Principal InvestigatorGary Doran
The Europa Clipper spacecraft is scheduled to launch in 2024 and will carry a suite of nine science instruments to study and map Jupiter's moon Europa during a series of over 45 flybys. Below its icy surface, Europa harbors a liquid water ocean that might provide a habitable environment for extraterrestrial life. Europa Clipper can increase our understanding of Europa's habitability by discovering and observing phenomena such as water vapor plumes, thermal anomalies, and compositional anomalies, which are manifestations of interactions between Europa's subsurface ocean and its surface that can be directly observed by the spacecraft.
There are several key challenges to operating a spacecraft around Jupiter. First, its distance to Earth severely limits the communication bandwidth, so every bit of data sent back from the spacecraft is precious. Second, along with bandwidth limitations come latencies of approximately 1 hour due to the time it takes light to travel interplanetary distances between Jupiter and Earth. This means that observations must be scheduled long before each flyby in a fixed sequence that is uplinked to the spacecraft ahead of time. Anomalous surface temperatures, compositions, or sudden changes in magnetic fields might therefore be missed, not measured with optimal instrument settings, or not discovered until observations are downlinked to Earth. This limits the quality and quantity of observations that can be made of unpredictable phenomena. Finally, Jupiter's harsh radiation environment means that extra steps must be taken to protect Europa Clipper's electronics, including the use of radiation-hardened processors and memory that are less capable computationally than standard commercial hardware.
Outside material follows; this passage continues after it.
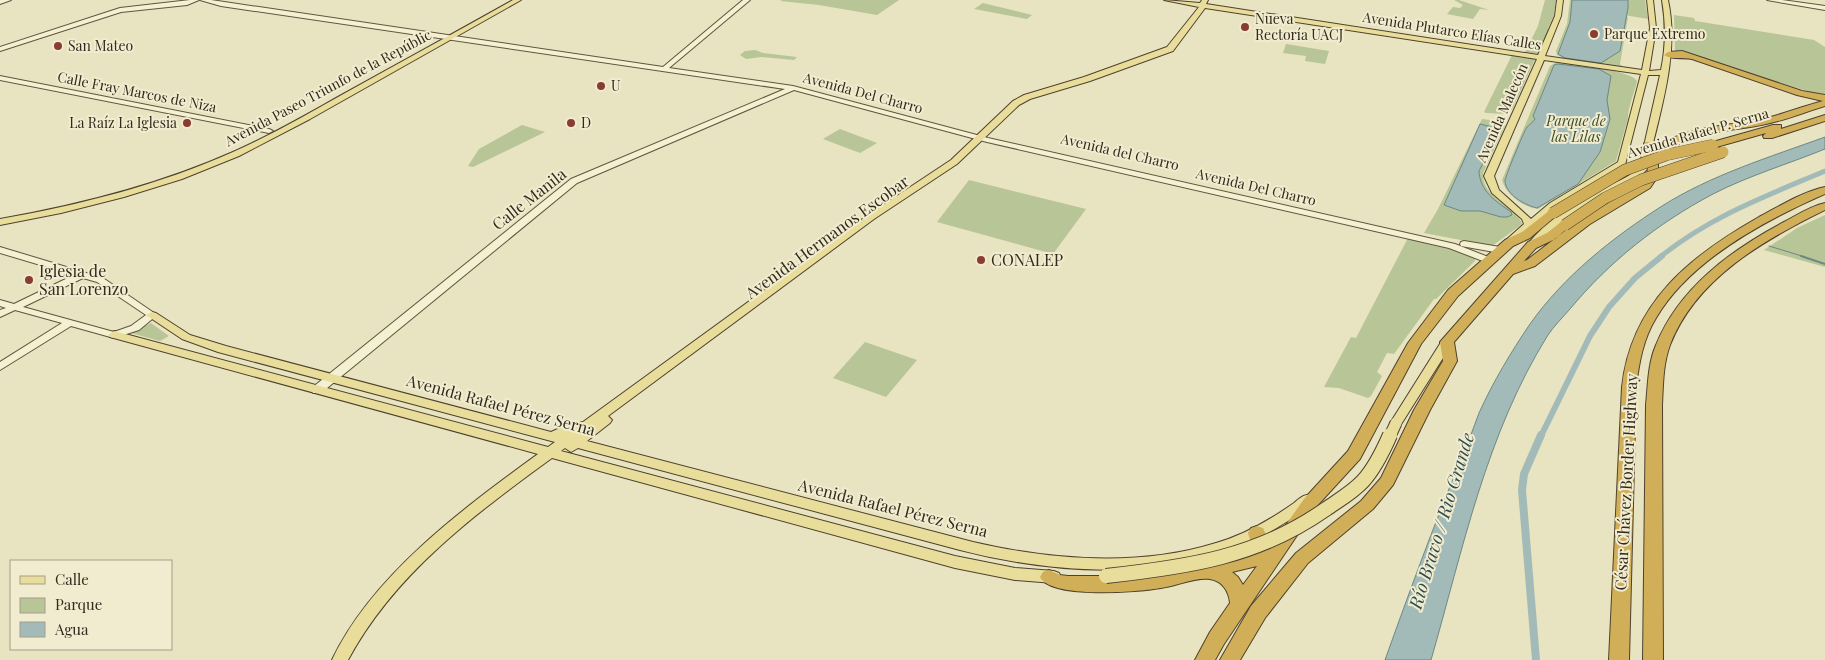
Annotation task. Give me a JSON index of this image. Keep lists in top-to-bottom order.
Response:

To address these challenges, we are investigating approaches to perform data analysis onboard the spacecraft to (1) identify the most scientifically relevant or interesting data to downlink first, (2) analyze data quality to avoid downlinking data that has been corrupted in the high-radiation environment, and (3) identify thermal and spectral anomalies such as hot-spots, plumes, or deposits of organic materials at the surface. The identification of anomalies can enable either downlink prioritization or re-targeting of other instruments during flyby to collect more detailed information about a phenomenon.